## EXERCISE REQUIREMENTS
In the following listing, work out how many lines contain the string "labels", and state only that number.

## MATERIAL PROVIDED

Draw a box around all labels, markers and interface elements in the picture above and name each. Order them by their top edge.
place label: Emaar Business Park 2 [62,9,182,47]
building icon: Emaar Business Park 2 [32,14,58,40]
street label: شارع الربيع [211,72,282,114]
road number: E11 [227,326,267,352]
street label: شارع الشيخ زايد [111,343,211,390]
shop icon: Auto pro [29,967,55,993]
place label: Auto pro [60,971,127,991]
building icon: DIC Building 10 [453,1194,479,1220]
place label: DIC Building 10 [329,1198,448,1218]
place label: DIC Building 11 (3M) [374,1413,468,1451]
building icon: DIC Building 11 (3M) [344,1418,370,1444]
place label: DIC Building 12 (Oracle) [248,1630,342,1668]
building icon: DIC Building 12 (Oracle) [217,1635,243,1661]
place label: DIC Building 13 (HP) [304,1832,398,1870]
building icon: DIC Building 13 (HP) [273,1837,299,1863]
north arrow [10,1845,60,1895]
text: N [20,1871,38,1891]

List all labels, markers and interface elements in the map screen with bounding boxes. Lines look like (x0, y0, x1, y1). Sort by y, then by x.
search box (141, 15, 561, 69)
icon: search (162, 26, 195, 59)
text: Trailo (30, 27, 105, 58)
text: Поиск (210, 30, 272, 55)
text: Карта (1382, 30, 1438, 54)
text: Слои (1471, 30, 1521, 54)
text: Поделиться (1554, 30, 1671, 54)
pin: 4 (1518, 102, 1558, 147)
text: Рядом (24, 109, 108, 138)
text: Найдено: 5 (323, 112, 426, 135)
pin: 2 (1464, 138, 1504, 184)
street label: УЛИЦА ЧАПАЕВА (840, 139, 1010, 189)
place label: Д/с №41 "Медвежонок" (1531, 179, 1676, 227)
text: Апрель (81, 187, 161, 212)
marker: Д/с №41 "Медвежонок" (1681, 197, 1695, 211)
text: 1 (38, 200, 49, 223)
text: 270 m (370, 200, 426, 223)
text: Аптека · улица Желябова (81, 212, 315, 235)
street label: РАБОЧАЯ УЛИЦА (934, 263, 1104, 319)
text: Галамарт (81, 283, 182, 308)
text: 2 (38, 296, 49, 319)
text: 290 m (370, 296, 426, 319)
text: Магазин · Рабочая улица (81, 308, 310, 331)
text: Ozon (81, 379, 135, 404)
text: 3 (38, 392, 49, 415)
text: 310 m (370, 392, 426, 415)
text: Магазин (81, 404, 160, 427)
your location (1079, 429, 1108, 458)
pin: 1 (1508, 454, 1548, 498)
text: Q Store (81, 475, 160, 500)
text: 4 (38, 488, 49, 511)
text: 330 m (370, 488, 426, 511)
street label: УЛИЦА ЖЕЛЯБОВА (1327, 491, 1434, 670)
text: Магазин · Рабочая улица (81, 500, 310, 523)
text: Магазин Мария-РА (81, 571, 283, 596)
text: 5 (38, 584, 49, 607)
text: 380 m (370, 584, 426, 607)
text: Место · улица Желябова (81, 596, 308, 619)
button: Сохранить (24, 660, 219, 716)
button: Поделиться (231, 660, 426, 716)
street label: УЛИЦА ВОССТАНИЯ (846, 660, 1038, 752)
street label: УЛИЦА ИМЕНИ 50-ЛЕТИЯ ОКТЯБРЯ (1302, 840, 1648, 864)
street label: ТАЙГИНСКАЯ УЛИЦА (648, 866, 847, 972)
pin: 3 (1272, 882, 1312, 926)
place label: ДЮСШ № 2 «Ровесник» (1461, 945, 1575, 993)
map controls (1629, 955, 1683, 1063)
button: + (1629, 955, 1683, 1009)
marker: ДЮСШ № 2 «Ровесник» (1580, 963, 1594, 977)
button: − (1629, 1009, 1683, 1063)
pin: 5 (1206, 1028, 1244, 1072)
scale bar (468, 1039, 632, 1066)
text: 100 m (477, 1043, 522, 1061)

## EXERCISE OUTPUT
2